Knuth Morris Pratt algorithm for string searching

Knuth Morris Pratt algorithm for string searching

You are given two strings – a Text and a Pattern. Determine whether the Pattern exists in the Text or not.E.g. – Consider a Text ABCDGBCDLMand a Pattern BCD. Final output should be all the indexes where the Pattern exists, here it is 1 and 5 (0 based index).This post explains Knuth Morris Pratt algorithm to do so.

The naive method is very basic and straightforward.
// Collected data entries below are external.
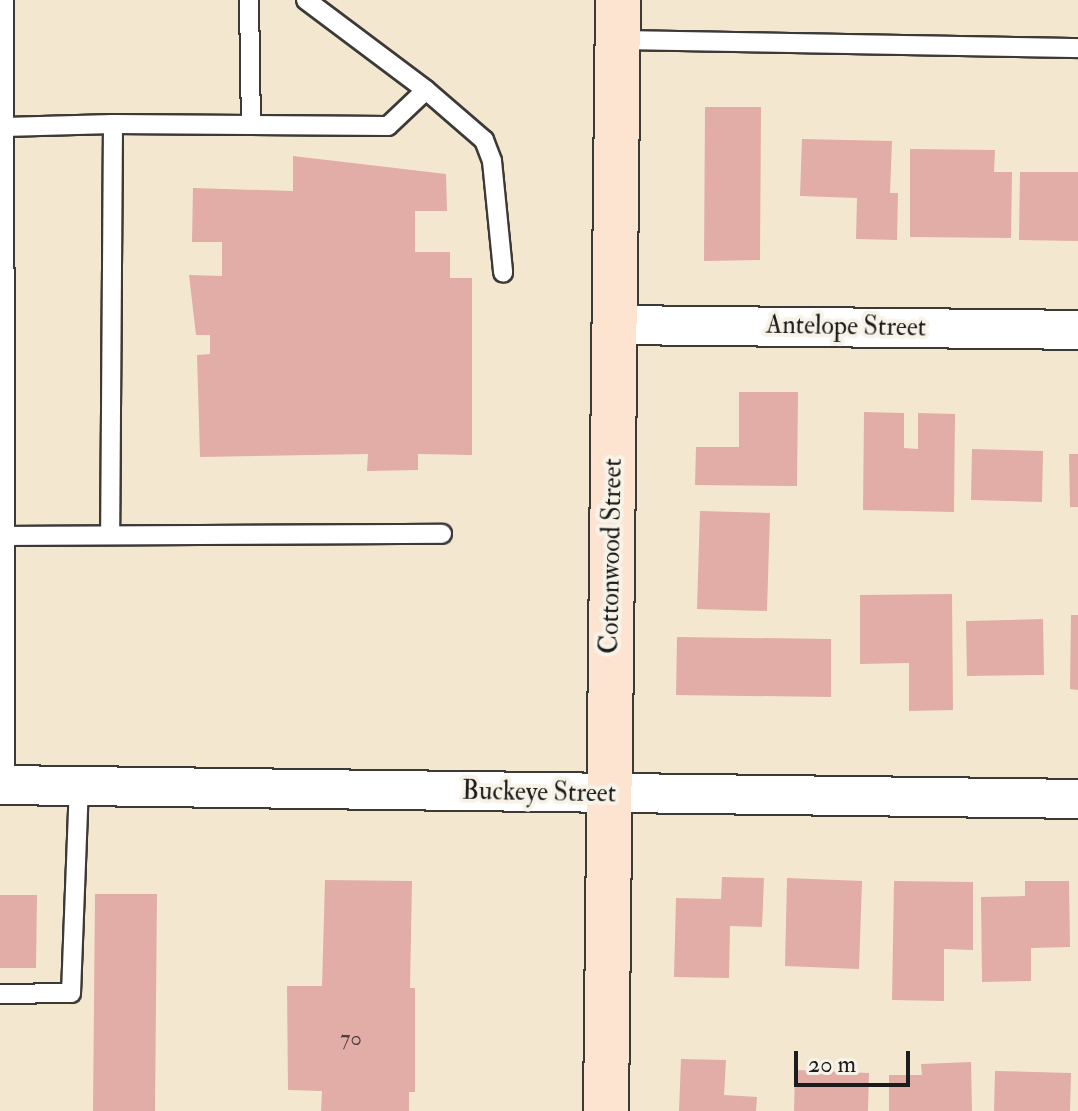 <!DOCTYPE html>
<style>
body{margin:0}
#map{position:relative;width:1078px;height:1111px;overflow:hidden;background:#f4e7d0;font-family:"IM FELL Double Pica",serif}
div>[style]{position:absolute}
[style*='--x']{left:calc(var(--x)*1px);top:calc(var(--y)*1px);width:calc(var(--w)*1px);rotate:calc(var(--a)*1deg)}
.building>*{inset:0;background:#e1ada6}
.roads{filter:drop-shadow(2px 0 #3c3a37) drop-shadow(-2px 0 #3c3a37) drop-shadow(0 2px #3c3a37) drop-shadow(0 -2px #3c3a37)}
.lane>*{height:18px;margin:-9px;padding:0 9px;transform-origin:9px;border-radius:9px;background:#fff}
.street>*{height:38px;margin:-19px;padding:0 19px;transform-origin:19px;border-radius:19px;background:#fff}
.secondary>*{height:44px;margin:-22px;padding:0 22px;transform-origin:22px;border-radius:22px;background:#fde4d0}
span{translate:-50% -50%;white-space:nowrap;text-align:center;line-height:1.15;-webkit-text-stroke:8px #f7f3e8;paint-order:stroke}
.number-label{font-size:22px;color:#4d403e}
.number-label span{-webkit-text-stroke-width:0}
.street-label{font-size:26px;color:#1c1c1c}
.scale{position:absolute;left:794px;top:1051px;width:116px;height:36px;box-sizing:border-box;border:4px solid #1c1c1c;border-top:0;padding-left:10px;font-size:24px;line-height:28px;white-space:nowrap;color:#1c1c1c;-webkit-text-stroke:6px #f7f3e8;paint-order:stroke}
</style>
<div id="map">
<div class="building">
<i style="clip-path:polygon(705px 107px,761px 107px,760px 260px,704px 261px)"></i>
<i style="clip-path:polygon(802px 139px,892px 141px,890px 193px,898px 193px,897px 240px,856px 239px,857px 198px,800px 196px)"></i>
<i style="clip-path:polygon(910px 149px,995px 150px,994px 172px,1012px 172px,1011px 238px,910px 237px)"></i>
<i style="clip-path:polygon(293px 156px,446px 174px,447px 211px,415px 211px,415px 252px,450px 252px,450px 278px,472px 278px,472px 455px,418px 454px,418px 470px,367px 471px,368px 454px,200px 457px,197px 355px,210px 354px,210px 335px,196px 335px,189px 275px,222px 276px,222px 242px,192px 242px,193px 188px,293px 191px)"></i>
<i style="clip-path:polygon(1020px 172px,1078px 172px,1078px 241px,1019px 240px)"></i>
<i style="clip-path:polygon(739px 392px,798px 392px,797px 486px,695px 485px,696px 447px,739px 447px)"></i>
<i style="clip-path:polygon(864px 412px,904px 413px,904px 448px,918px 449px,918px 413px,955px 414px,954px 512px,863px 510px)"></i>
<i style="clip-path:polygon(972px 449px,1043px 451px,1042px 502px,971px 500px)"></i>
<i style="clip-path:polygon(1069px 454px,1078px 454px,1078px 507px,1070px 507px)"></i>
<i style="clip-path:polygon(700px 511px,770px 513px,767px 611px,697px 609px)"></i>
<i style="clip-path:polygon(952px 594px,953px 710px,909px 711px,909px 663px,860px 664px,860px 595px)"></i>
<i style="clip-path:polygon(1071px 615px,1078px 615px,1078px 690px,1070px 689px)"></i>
<i style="clip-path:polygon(1043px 619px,1044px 675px,967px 676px,966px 621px)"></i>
<i style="clip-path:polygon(677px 637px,831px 639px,831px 697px,676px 695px)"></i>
<i style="clip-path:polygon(722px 877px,764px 878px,762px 927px,730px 926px,729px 978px,674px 977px,676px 898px,721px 899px)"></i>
<i style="clip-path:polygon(787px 878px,862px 881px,859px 969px,785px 966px)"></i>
<i style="clip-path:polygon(325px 880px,412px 881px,410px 988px,415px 988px,415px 1092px,409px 1092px,409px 1111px,321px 1111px,322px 1091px,288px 1090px,287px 986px,322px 986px)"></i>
<i style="clip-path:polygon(894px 881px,973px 882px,973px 950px,944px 949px,944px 1001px,892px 1000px)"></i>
<i style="clip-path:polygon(1025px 881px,1069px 881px,1070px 947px,1031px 948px,1031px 981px,982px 982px,981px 897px,1025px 896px)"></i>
<i style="clip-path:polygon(95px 894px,157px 894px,155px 1111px,93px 1111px)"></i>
<i style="clip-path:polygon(0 895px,37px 895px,36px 968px,0 968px)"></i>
<i style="clip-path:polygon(681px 1059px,726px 1060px,724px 1095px,757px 1097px,756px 1111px,679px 1111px)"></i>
<i style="clip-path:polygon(971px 1062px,972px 1111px,889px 1111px,889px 1075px,922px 1075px,921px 1064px)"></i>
<i style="clip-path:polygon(795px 1070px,869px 1073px,868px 1111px,794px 1111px)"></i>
<i style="clip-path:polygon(995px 1071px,1071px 1073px,1070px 1111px,994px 1111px)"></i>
</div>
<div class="roads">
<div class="lane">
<i style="--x:4;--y:0;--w:536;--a:89.89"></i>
<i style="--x:5;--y:536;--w:437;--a:-0.3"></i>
<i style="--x:249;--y:0;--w:125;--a:89.1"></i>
<i style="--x:617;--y:40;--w:461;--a:1"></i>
<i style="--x:426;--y:90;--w:77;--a:40.8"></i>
<i style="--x:484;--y:140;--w:22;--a:69"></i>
<i style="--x:492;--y:161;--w:112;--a:84.3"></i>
<i style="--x:113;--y:124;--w:275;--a:0.4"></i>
<i style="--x:388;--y:126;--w:52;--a:-43.5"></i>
<i style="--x:426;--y:90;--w:150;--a:-143.1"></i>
<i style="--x:4;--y:127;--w:109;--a:-1.6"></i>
<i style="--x:113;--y:124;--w:411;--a:90.4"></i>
<i style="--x:5;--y:536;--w:249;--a:90"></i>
<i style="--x:0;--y:994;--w:71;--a:-0.8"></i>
<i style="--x:71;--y:993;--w:207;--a:-87.8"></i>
</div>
<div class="street">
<i style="--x:614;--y:325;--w:464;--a:0.6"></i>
<i style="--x:0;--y:785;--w:1078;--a:0.74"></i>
</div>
<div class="secondary">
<i style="--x:606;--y:1111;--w:1111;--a:-89.38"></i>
</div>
</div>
<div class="number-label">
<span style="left:351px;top:1039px">70</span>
</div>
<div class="street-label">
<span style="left:846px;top:327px;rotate:1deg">Antelope Street</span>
<span style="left:612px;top:556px;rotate:-89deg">Cottonwood Street</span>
<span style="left:539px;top:793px;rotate:1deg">Buckeye Street</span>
</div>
<div class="scale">20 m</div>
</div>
For every position in the Text, consider it as the starting position and see if a match with the pattern is found.

Considering a text and a pattern of small length, this method would work properly giving O (N*M) complexity, where N and M are the lengths of text and pattern respectively.

The C implementation of the naive method is given below

#include <stdio.h>
#include <string.h>

void stringMatching(char text[], char pattern[])
{
	//Lengths of text and pattern
	int textLen = strlen(text);
	int patternLen = strlen(pattern);
	
	for(int i = 0; i < textLen; i++){
		int j = 0;
		for(j = 0; j < patternLen && i+j < textLen; j++){
			if(text[i + j] != pattern[j]) break;
		}
		
		if(j == patternLen){
			//match found, print the indexes
			printf("\n%d", i);	
		}
	}
}

int main(){
	stringMatching("cdabcde", "abc");
	return 0;
}

The Knuth Morris Pratt Algorithm

If we are able to identify all the positions where an existing match of the pattern ends, in a single iteration over the text. This would solve our problem, since we know the length of the pattern it is easy to identify the starting position of the match. Knuth-Morris-Prat algorithm works on this principle.
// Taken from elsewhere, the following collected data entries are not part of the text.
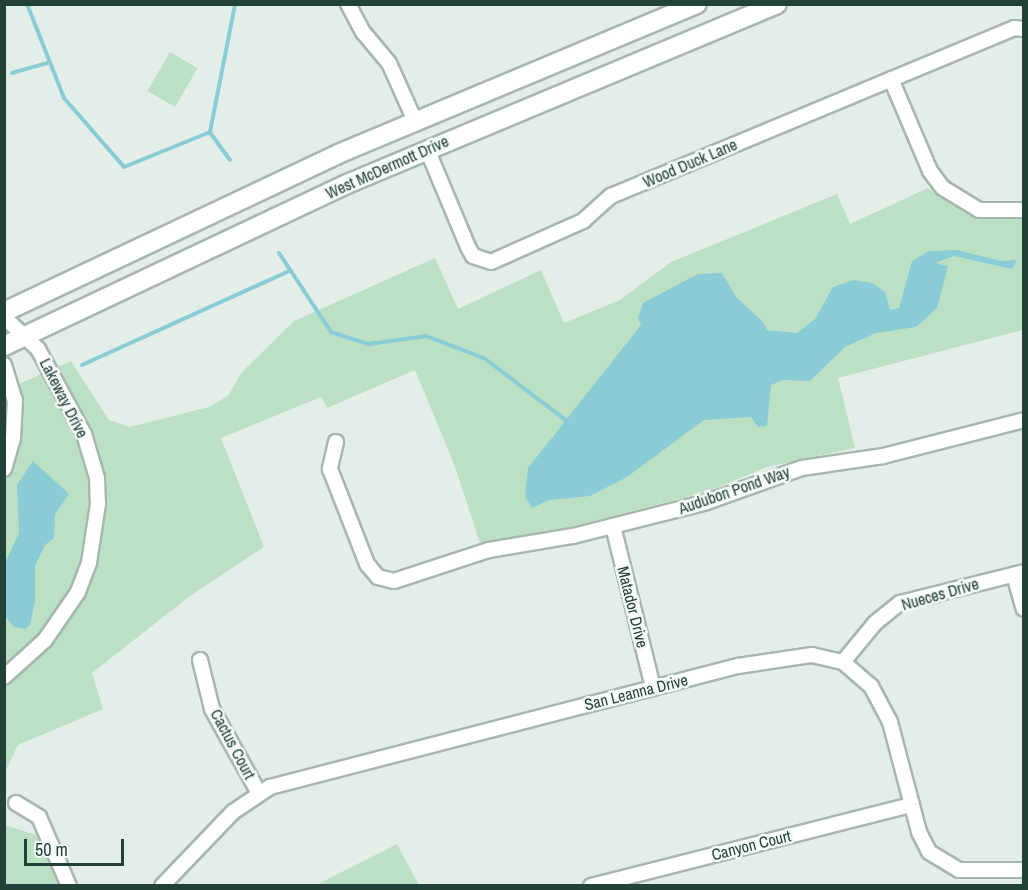 <!DOCTYPE html>
<html>
<head>
<meta charset="utf-8">
<style>
  body { margin:0 }
  #map { position:relative; width:1028px; height:890px; overflow:hidden; background:#e4eee9; font-family:"Archivo Narrow",sans-serif }
  div>[style] { position:absolute }
  .green>* { inset:0; background:#bce0c4; transform-origin:0 0 }
  .water>* { inset:0; background:#89ccd6 }
  .stream>* { height:4px; margin:-2px; padding:0 2px; transform-origin:2px; border-radius:2px; background:#89ccd6 }
  .roads { filter:drop-shadow(2px 0 #a6b7b0) drop-shadow(-2px 0 #a6b7b0) drop-shadow(0 2px #a6b7b0) drop-shadow(0 -2px #a6b7b0) }
  .minor>* { height:14px; margin:-7px; padding:0 7px; transform-origin:7px; border-radius:7px; background:#fff }
  .secondary>* { height:18px; margin:-9px; padding:0 9px; transform-origin:9px; border-radius:9px; background:#fff }
  span { translate:-50% -50%; white-space:nowrap; text-align:center; line-height:1.15; -webkit-text-stroke:5px #f5faf7; paint-order:stroke }
  .street-label { font-size:16px; color:#224138 }
  .frame { position:absolute; inset:0; border:6px solid #224138; pointer-events:none }
  .scale { position:absolute; left:24px; top:839px; width:100px; height:27px; box-sizing:border-box; border:3px solid #224138; border-top:0; padding-left:8px; font-size:18px; line-height:21px; white-space:nowrap; color:#224138; -webkit-text-stroke:4px #f5faf7; paint-order:stroke }
</style>
</head>
<body>
<div id="map">
  <div class="green">
    <div style="left:170px;top:52px;width:32px;height:45px;rotate:30deg"></div>
    <div style="clip-path:polygon(928px 188px,965px 213px,987px 218px,1023px 218px,1023px 330px,838px 378px,855px 448px,767px 467px,709px 491px,555px 531px,480px 543px,454px 464px,415px 370px,327px 408px,321px 397px,221px 438px,264px 547px,190px 596px,92px 673px,103px 709px,18px 745px,5px 772px,5px 390px,71px 361px,109px 420px,130px 427px,209px 407px,228px 396px,241px 373px,294px 321px,435px 258px,458px 309px,541px 270px,564px 323px,620px 300px,671px 262px,837px 194px,850px 224px)"></div>
    <div style="clip-path:polygon(5px 825px,39px 836px,60px 885px,5px 885px)"></div>
    <div style="clip-path:polygon(397px 844px,419px 885px,318px 885px,320px 883px)"></div>
  </div>
  <div class="water">
    <div style="clip-path:polygon(957px 250px,1001px 261px,1017px 260px,1012px 269px,954px 256px,935px 263px,948px 266px,937px 308px,916px 327px,876px 333px,845px 347px,810px 381px,783px 380px,771px 385px,767px 426px,758px 427px,751px 417px,704px 420px,627px 477px,590px 496px,549px 500px,532px 508px,525px 497px,528px 468px,641px 325px,638px 318px,643px 303px,698px 274px,722px 273px,736px 297px,763px 322px,767px 330px,797px 333px,815px 319px,833px 287px,854px 280px,872px 283px,885px 292px,890px 310px,899px 308px,912px 261px,929px 251px)"></div>
    <div style="clip-path:polygon(33px 461px,69px 494px,55px 514px,54px 538px,45px 545px,35px 566px,35px 601px,30px 625px,25px 629px,14px 627px,5px 616px,4px 565px,19px 533px,17px 485px)"></div>
  </div>
  <div class="stream">
    <div style="left:27px;top:4px;width:101px;rotate:68.5deg"></div>
    <div style="left:64px;top:98px;width:91px;rotate:49deg"></div>
    <div style="left:124px;top:167px;width:93px;rotate:-22.1deg"></div>
    <div style="left:12px;top:73px;width:37px;rotate:-16deg"></div>
    <div style="left:230px;top:160px;width:34px;rotate:-126deg"></div>
    <div style="left:210px;top:132px;width:130px;rotate:-78.9deg"></div>
    <div style="left:279px;top:253px;width:95px;rotate:56.6deg"></div>
    <div style="left:331px;top:332px;width:40px;rotate:18deg"></div>
    <div style="left:369px;top:344px;width:58px;rotate:-8deg"></div>
    <div style="left:426px;top:336px;width:62px;rotate:20.8deg"></div>
    <div style="left:484px;top:358px;width:104px;rotate:37.2deg"></div>
    <div style="left:82px;top:365px;width:227px;rotate:-24.4deg"></div>
  </div>
  <div class="roads">
    <div class="minor">
      <div style="left:348px;top:4px;width:32px;rotate:62deg"></div>
      <div style="left:363px;top:32px;width:40px;rotate:50deg"></div>
      <div style="left:389px;top:63px;width:64px;rotate:65.9deg"></div>
      <div style="left:891px;top:79px;width:100px;rotate:67deg"></div>
      <div style="left:930px;top:171px;width:21px;rotate:53deg"></div>
      <div style="left:943px;top:188px;width:42px;rotate:31.4deg"></div>
      <div style="left:979px;top:210px;width:45px"></div>
      <div style="left:427px;top:149px;width:106px;rotate:67.3deg"></div>
      <div style="left:468px;top:247px;width:10px;rotate:61deg"></div>
      <div style="left:473px;top:256px;width:19px;rotate:18deg"></div>
      <div style="left:491px;top:262px;width:101px;rotate:-24deg"></div>
      <div style="left:583px;top:221px;width:38px;rotate:-42deg"></div>
      <div style="left:611px;top:196px;width:437px;rotate:-22.6deg"></div>
      <div style="left:1014px;top:28px;width:10px;rotate:6deg"></div>
      <div style="left:4px;top:317px;width:47px;rotate:43.3deg"></div>
      <div style="left:38px;top:349px;width:97px;rotate:61.6deg"></div>
      <div style="left:84px;top:434px;width:46px;rotate:73.5deg"></div>
      <div style="left:97px;top:478px;width:26px;rotate:88deg"></div>
      <div style="left:98px;top:504px;width:60px;rotate:98.7deg"></div>
      <div style="left:89px;top:563px;width:31px;rotate:111deg"></div>
      <div style="left:78px;top:592px;width:58px;rotate:124.5deg"></div>
      <div style="left:45px;top:640px;width:55px;rotate:137.9deg"></div>
      <div style="left:4px;top:365px;width:37px;rotate:73deg"></div>
      <div style="left:15px;top:400px;width:38px;rotate:93deg"></div>
      <div style="left:13px;top:438px;width:32px;rotate:106deg"></div>
      <div style="left:336px;top:442px;width:28px;rotate:103deg"></div>
      <div style="left:330px;top:469px;width:102px;rotate:68.7deg"></div>
      <div style="left:367px;top:564px;width:17px;rotate:50deg"></div>
      <div style="left:378px;top:577px;width:16px;rotate:14deg"></div>
      <div style="left:394px;top:581px;width:100px;rotate:-18.1deg"></div>
      <div style="left:489px;top:550px;width:85px;rotate:-9.5deg"></div>
      <div style="left:573px;top:536px;width:138px;rotate:-14.2deg"></div>
      <div style="left:707px;top:502px;width:101px;rotate:-19.7deg"></div>
      <div style="left:802px;top:468px;width:82px;rotate:-8.4deg"></div>
      <div style="left:883px;top:456px;width:146px;rotate:-14.3deg"></div>
      <div style="left:613px;top:526px;width:167px;rotate:76.1deg"></div>
      <div style="left:1014px;top:575px;width:35px;rotate:74deg"></div>
      <div style="left:200px;top:660px;width:50px;rotate:76.2deg"></div>
      <div style="left:212px;top:709px;width:96px;rotate:60.8deg"></div>
      <div style="left:843px;top:662px;width:50px;rotate:-50.6deg"></div>
      <div style="left:875px;top:623px;width:32px;rotate:-39deg"></div>
      <div style="left:900px;top:603px;width:128px;rotate:-14deg"></div>
      <div style="left:16px;top:803px;width:27px;rotate:31deg"></div>
      <div style="left:39px;top:817px;width:75px;rotate:66.5deg"></div>
      <div style="left:162px;top:886px;width:103px;rotate:-46.2deg"></div>
      <div style="left:233px;top:812px;width:45px;rotate:-34deg"></div>
      <div style="left:270px;top:787px;width:483px;rotate:-14.5deg"></div>
      <div style="left:738px;top:666px;width:75px;rotate:-8.5deg"></div>
      <div style="left:812px;top:655px;width:32px;rotate:13deg"></div>
      <div style="left:843px;top:662px;width:37px;rotate:41deg"></div>
      <div style="left:871px;top:686px;width:41px;rotate:62.2deg"></div>
      <div style="left:890px;top:722px;width:114px;rotate:75.2deg"></div>
      <div style="left:919px;top:832px;width:22px;rotate:63deg"></div>
      <div style="left:929px;top:852px;width:35px;rotate:31deg"></div>
      <div style="left:959px;top:870px;width:65px"></div>
      <div style="left:591px;top:886px;width:331px;rotate:-14.2deg"></div>
    </div>
    <div class="secondary">
      <div style="left:4px;top:312px;width:369px;rotate:-25.3deg"></div>
      <div style="left:338px;top:154px;width:389px;rotate:-22.7deg"></div>
      <div style="left:4px;top:346px;width:379px;rotate:-25.3deg"></div>
      <div style="left:347px;top:184px;width:466px;rotate:-22.7deg"></div>
    </div>
  </div>
  <div class="street-label">
    <span style="left:690px;top:163px;rotate:-23deg">Wood Duck Lane</span>
    <span style="left:387px;top:167px;rotate:-24deg">West McDermott Drive</span>
    <span style="left:64px;top:398px;rotate:63deg">Lakeway Drive</span>
    <span style="left:734px;top:490px;rotate:-19deg">Audubon Pond Way</span>
    <span style="left:940px;top:594px;rotate:-16deg">Nueces Drive</span>
    <span style="left:633px;top:607px;rotate:76deg">Matador Drive</span>
    <span style="left:636px;top:692px;rotate:-14deg">San Leanna Drive</span>
    <span style="left:233px;top:744px;rotate:62deg">Cactus Court</span>
    <span style="left:751px;top:845px;rotate:-14deg">Canyon Court</span>
  </div>
  <div class="frame"></div>
  <div class="scale">50 m</div>
</div>
</body>
</html>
In this algorithm, we apply the concept of automaton. An automaton is a kind of an abstract object. At each step of this automaton, some information is presented to it. Using this information the automaton goes to a new state from its current state. whenever the automaton reaches its final state, we have found an end position of a match. The general idea behind the automaton is very simple, consider this Pattern – BBABBB.  Let us list all the prefixes of the pattern.

1. Empty string
2. B
3. BB
4. BBA
5. BBAB
6. BBABB
7. BBABBB

Now for every prefix listed above, consider the longest suffix that is also a prefix of it. The suffix should be different from the string itself.
1. Empty string (No suffix for an empty string)
2. Empty string (The suffix is B but it is same as the string itself)
3. B     (BB) (Here B is the suffix that is also the prefix of string BB)
4. Empty string (No suffix is present which is also the prefix)
5. B     (BBAB(Here B is the suffix that is also the prefix of string BBAB)
6. BB   (BBABB)(Here BB is the suffix that is also the prefix of string BBABB)
7. BB (BBABBB)(Here BB is the suffix that is also the prefix of string BBABBB)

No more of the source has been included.